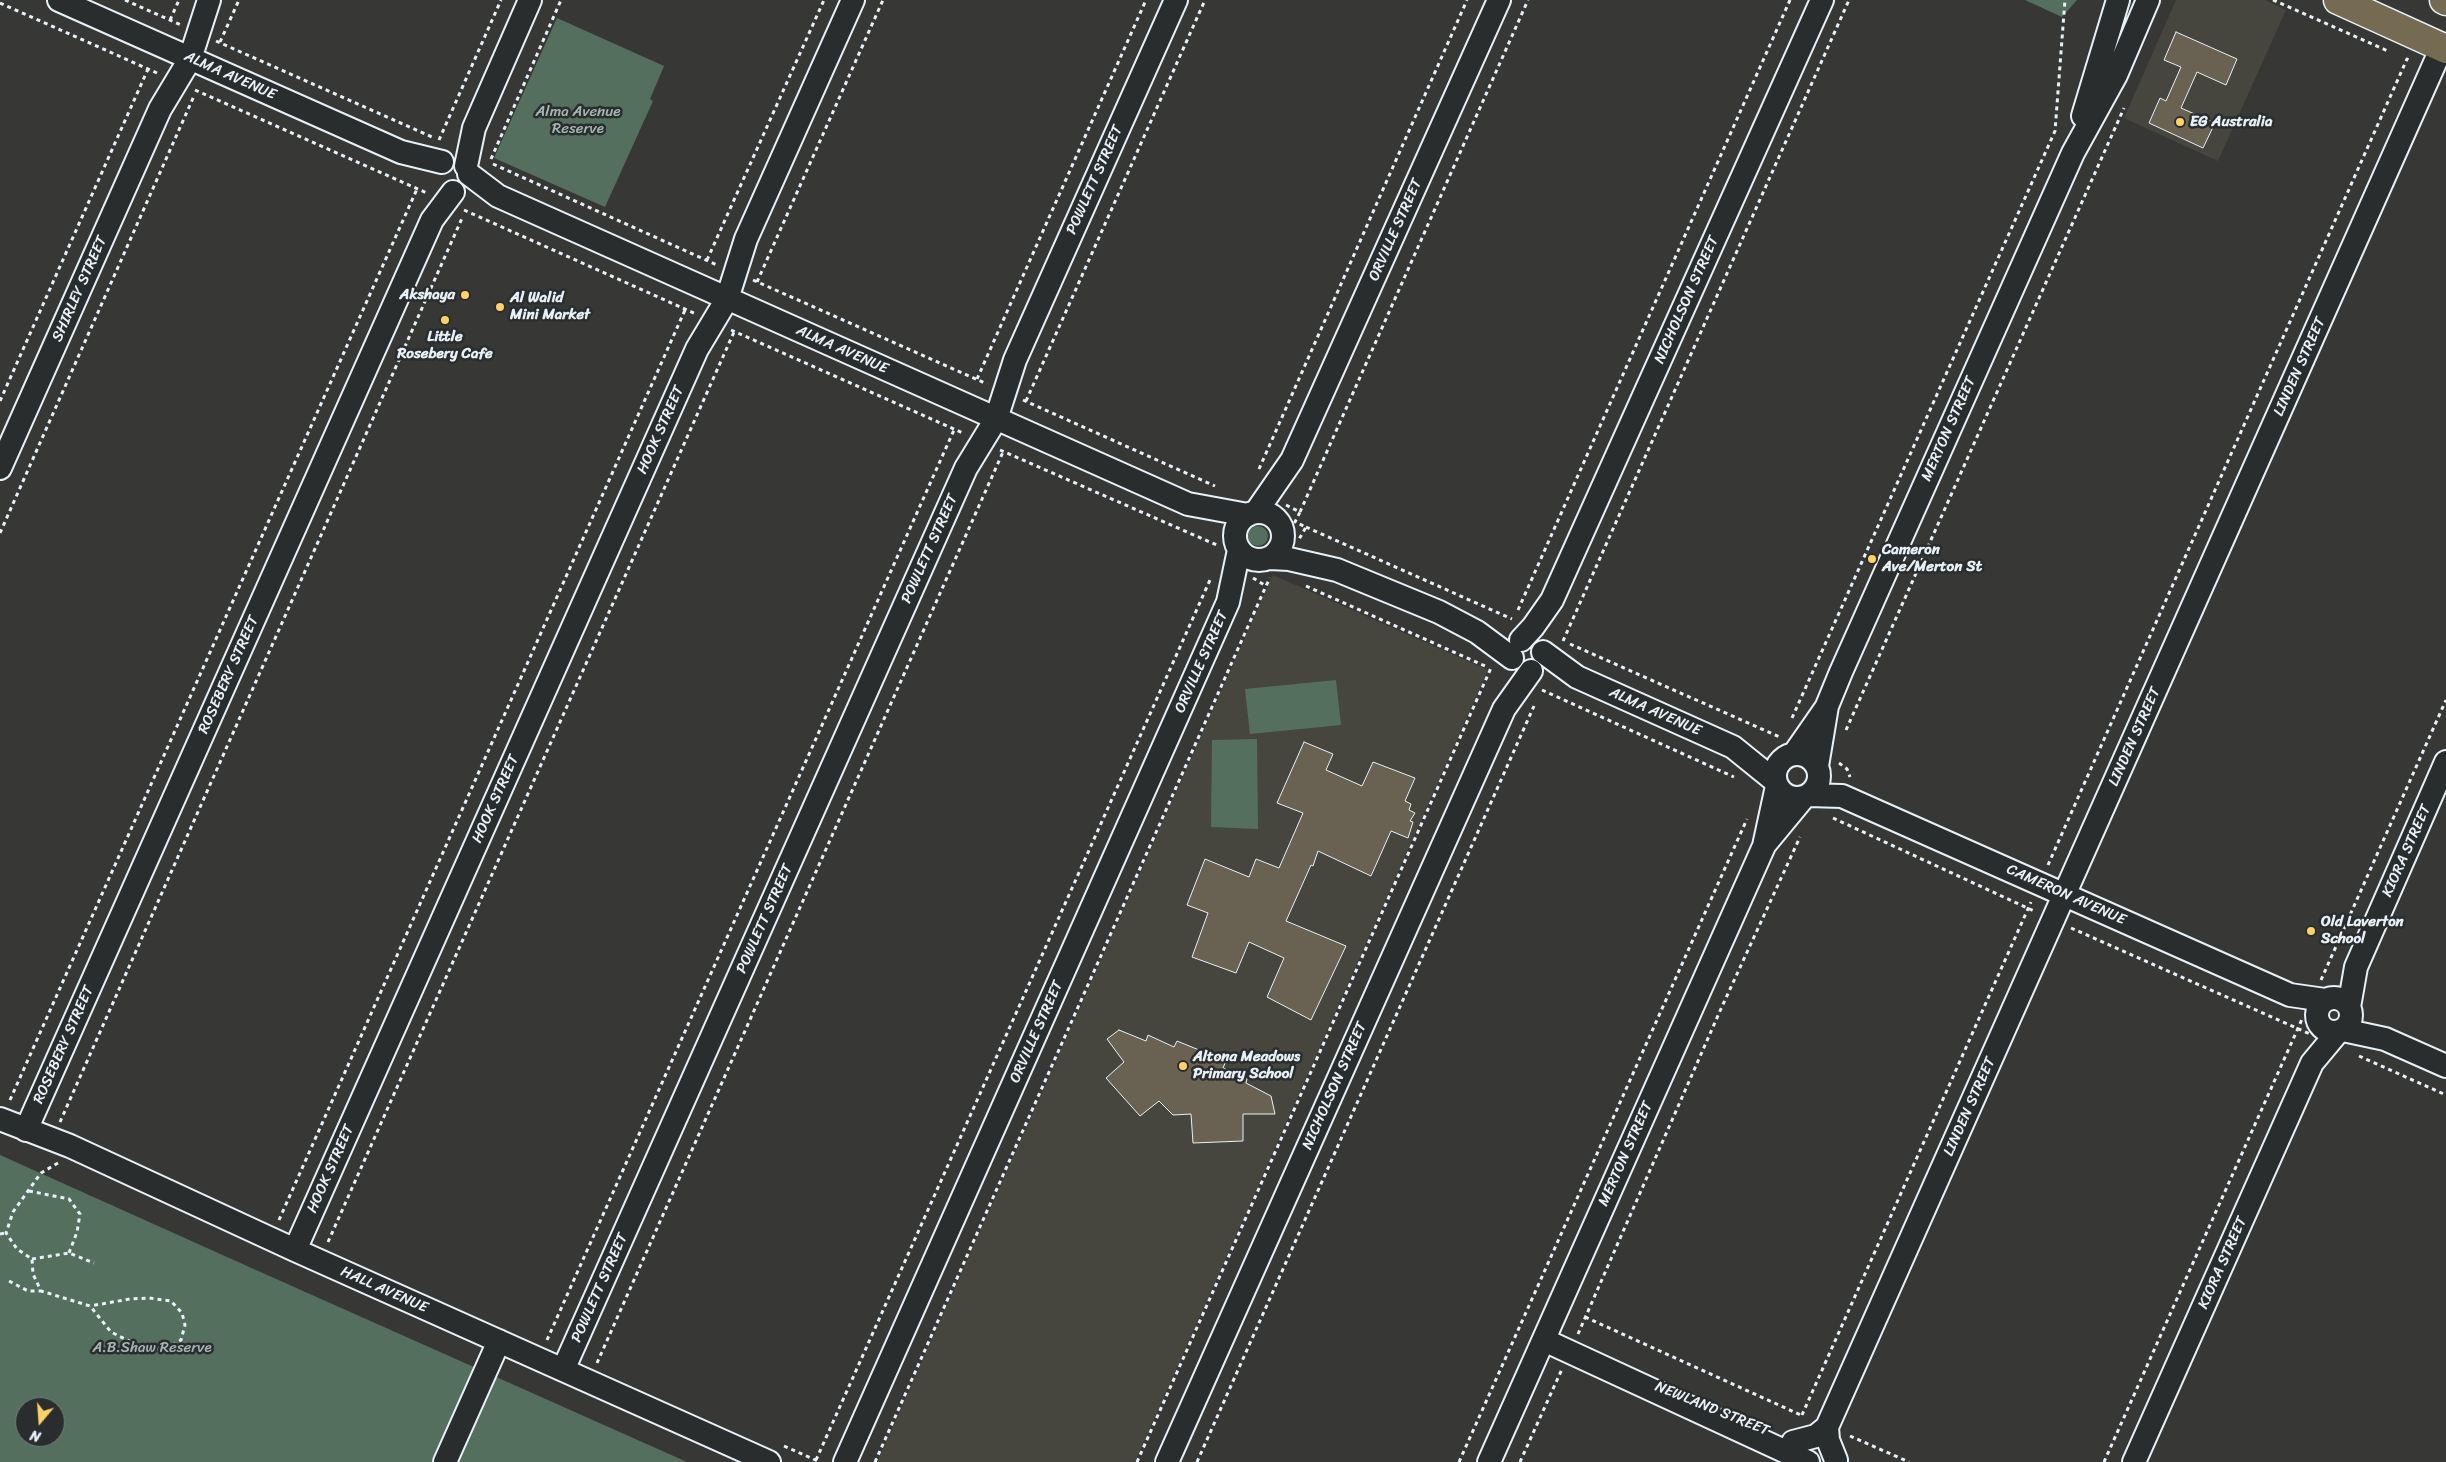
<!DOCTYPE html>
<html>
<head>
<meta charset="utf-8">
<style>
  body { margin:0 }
  #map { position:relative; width:2446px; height:1462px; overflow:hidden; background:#373835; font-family:Sriracha,sans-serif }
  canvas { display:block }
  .north { position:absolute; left:15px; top:1397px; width:50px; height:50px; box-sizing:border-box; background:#2a2d2e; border:1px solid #767b7f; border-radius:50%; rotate:198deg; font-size:14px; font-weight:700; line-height:20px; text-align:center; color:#e8f1f8 }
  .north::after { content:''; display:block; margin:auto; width:18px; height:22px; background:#ffd166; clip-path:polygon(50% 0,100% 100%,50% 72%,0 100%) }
</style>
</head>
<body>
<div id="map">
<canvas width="2446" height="1462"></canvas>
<div class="north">N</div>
</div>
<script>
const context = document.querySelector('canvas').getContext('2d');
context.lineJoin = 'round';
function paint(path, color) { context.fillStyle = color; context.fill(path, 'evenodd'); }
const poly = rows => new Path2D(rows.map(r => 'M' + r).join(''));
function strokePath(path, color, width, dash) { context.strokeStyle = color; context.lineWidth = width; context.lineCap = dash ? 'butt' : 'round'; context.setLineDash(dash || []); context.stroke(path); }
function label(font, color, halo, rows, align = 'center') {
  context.font = font + ' Sriracha,sans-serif'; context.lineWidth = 5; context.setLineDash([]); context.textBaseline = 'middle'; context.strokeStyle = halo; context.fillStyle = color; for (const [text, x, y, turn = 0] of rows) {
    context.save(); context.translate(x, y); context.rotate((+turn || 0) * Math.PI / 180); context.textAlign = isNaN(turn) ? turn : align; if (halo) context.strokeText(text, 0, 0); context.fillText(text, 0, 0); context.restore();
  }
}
paint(poly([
  [2176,0,2265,0,2286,10,2218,161,2124,118],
  [1273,575,1488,670,1135,1462,877,1462]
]), '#46453e');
paint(poly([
  [2025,0,2077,0,2062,17],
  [557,18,664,66,650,99,653,101,605,207,494,158],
  '1248 536a10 10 0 1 1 20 0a10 10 0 1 1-20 0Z',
  [1336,680,1341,725,1250,734,1245,689],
  [1257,739,1258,829,1211,827,1212,740],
  [0,1155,247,1266,687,1462,0,1462],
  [25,1407,55,1407,55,1437,25,1437]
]), '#556f5e');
const building = poly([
  [2176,32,2237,59,2226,85,2197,72,2181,108,2215,123,2203,148,2149,123,2160,98,2166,101,2181,67,2164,60,2176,32],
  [1304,742,1333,754,1326,770,1362,786,1373,762,1415,778,1405,801,1411,804,1409,810,1415,813,1410,821,1413,822,1408,838,1391,831,1371,876,1318,851,1313,866,1311,865,1286,921,1346,946,1311,1020,1267,997,1284,958,1249,942,1236,973,1192,957,1208,913,1187,905,1205,859,1249,877,1256,859,1279,868,1303,813,1277,803,1304,742],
  [1119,1030,1146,1041,1148,1035,1174,1047,1177,1041,1226,1061,1223,1068,1247,1079,1246,1083,1271,1096,1275,1114,1243,1114,1243,1141,1193,1143,1191,1114,1173,1115,1159,1101,1140,1116,1106,1078,1124,1062,1107,1039,1119,1030]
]);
paint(building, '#696252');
strokePath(building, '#e8f1f8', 1);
const minor = poly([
  [59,0,401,152,442,162],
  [2083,116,2118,0],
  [466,166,474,128,530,0],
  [469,174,498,196,1188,504,1248,515],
  [0,468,160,109,190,59,209,0],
  [1256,512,1292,460,1499,0],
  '1235 536a24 24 0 1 1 48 0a24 24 0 1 1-48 0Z',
  [1270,558,1289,559,1337,570,1439,612,1477,632,1512,658],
  [1521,640,1533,627,1552,600,1822,0],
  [1543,652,1577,677,1733,747,1775,781],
  [1794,754,1826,708],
  '1775 776a22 22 0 1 1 44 0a22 22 0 1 1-44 0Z',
  [1817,766,1827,706,1841,672,2073,153,2116,75,2148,0],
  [1808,795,1842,796,2290,995,2325,1000],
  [1766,843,1804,797],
  '2317 1015a17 17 0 1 1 34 0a17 17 0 1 1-34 0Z',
  [2349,1007,2356,967,2446,762],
  [2343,1030,2385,1039,2446,1066],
  [0,1119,70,1146,295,1250,769,1462],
  [26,1130,432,220,453,192],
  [295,1250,697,349,727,299,746,239,853,0],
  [1544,1340,1808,1462],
  [563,1370,966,468,996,419,1015,360,1176,0],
  [1793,1442,1816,1436,1827,1427],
  [1836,1460,1828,1440,1827,1427,2442,47],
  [445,1462,499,1341],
  [845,1462,1228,602,1239,550],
  [1167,1462,1504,709,1531,671],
  [1489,1462,1764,846,1777,786],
  [2134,1462,2312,1063,2337,1033]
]);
const major = poly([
  [2338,0,2446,49],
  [2444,0,2446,1]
]);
strokePath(minor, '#e8f1f8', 26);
strokePath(major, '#e8f1f8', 31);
strokePath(poly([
  [125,0,181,25],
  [2273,0,2388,51],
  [0,3,157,73],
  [170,20,179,0],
  [216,41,432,137],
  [220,42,239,0],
  [195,90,427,193],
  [439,140,501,0],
  [491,159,561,0],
  [493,164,717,265],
  [464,210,696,314],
  [707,260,824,0],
  [753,280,987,384],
  [757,282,883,0],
  [731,330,963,433],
  [977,379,1146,0],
  [1023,400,1215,486],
  [0,401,148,69],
  [1026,401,1205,0],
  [1000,450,1219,546],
  [1259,469,1467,0],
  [1286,505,1300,512,1295,522,1306,527,1298,541],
  [1300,512,1528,0],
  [1306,527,1512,619],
  [0,533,194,96],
  [1253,578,1266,586,1270,578],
  [1306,586,1485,666],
  [1518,610,1790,0],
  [1563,641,1849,0],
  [1570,644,1782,738],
  [1542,690,1734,777],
  [1792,718,2055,131,2065,0],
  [1846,730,2124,108],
  [1839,763,1847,769,1850,777],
  [1833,818,2036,912],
  [2048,865,2407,59,2409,60],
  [2071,928,2310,1034],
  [2321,980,2446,700],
  [2359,1056,2446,1095],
  [10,1100,417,189],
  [60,1122,463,216],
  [58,1163,41,1173,13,1212,6,1233,17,1249,32,1259,33,1274,41,1291,90,1306,111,1332,145,1349,165,1349,181,1340,185,1325,182,1313,171,1301,149,1298,130,1299,90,1306],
  [29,1191,69,1199,80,1214,77,1232,69,1253],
  [279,1220,685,310],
  [0,1234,6,1233],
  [328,1242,734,332],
  [32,1259,69,1253,94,1263],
  [9,1281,28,1291,41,1291],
  [1585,1317,1803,1416],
  [1578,1334,1720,1011,1800,837],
  [547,1340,954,430],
  [597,1363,1003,452],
  [1802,1415,2031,902],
  [1850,1436,1909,1462],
  [784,1446,820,1462],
  [816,1460,1210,580],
  [875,1462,1266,586],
  [1137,1462,1491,668],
  [1197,1462,1534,706],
  [1459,1462,1747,819],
  [1520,1462,1562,1369],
  [2104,1462,2303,1017]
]), '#e8f1f8', 3, [4, 4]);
strokePath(minor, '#2a2d2e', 22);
strokePath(major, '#746b52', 28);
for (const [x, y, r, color] of [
  [2180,122,5,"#ffd166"],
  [465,295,5,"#ffd166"],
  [500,307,5,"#ffd166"],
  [445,320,5,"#ffd166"],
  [1872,559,5,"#ffd166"],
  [2311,931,5,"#ffd166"],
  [1183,1066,5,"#ffd166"]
]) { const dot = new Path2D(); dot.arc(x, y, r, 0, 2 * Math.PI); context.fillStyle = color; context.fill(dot); strokePath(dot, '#2a2d2e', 2); }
label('15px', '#e8f1f8', '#2a2d2e', [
  ["ALMA AVENUE",230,76,24],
  ["POWLETT STREET",1095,180,-66],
  ["ORVILLE STREET",1396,230,-66],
  ["SHIRLEY STREET",80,289,-66],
  ["NICHOLSON STREET",1687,300,-66],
  ["ALMA AVENUE",842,350,24],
  ["LINDEN STREET",2300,367,-66],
  ["MERTON STREET",1949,429,-66],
  ["HOOK STREET",661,430,-66],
  ["POWLETT STREET",930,549,-66],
  ["ORVILLE STREET",1202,662,-66],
  ["ROSEBERY STREET",229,675,-66],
  ["ALMA AVENUE",1655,712,24],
  ["LINDEN STREET",2135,737,-66],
  ["HOOK STREET",496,799,-66],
  ["KIORA STREET",2407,851,-66],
  ["CAMERON AVENUE",2066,895,24],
  ["POWLETT STREET",765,919,-66],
  ["ORVILLE STREET",1037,1032,-66],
  ["ROSEBERY STREET",64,1045,-66],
  ["NICHOLSON STREET",1335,1086,-66],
  ["LINDEN STREET",1970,1107,-66],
  ["MERTON STREET",1626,1154,-66],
  ["HOOK STREET",331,1169,-66],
  ["KIORA STREET",2223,1263,-66],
  ["POWLETT STREET",600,1288,-66],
  ["HALL AVENUE",384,1290,24],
  ["NEWLAND STREET",1712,1409,22]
]);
label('15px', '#a6b6b3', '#2a2d2e', [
  ["Alma Avenue",578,112],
  ["Reserve",578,129],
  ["A.B.Shaw Reserve",152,1348]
]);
label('bold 15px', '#e8f1f8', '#2a2d2e', [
  ["EG Australia",2190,122],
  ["Akshaya",455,295,"right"],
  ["Al Walid",510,298],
  ["Mini Market",510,315],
  ["Little",445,337,"center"],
  ["Rosebery Cafe",445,354,"center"],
  ["Cameron",1882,550],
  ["Ave/Merton St",1882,567],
  ["Old Laverton",2321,922],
  ["School",2321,939],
  ["Altona Meadows",1193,1057],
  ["Primary School",1193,1074]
], 'left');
</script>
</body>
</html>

__YOUR INSTRUCTIONS__
Please filter the data down to the lines containing the word "function".

__EXERCISE RESPONSE__
function paint(path, color) { context.fillStyle = color; context.fill(path, 'evenodd'); }
function strokePath(path, color, width, dash) { context.strokeStyle = color; context.lineWidth = width; context.lineCap = dash ? 'butt' : 'round'; context.setLineDash(dash || []); context.stroke(path); }
function label(font, color, halo, rows, align = 'center') {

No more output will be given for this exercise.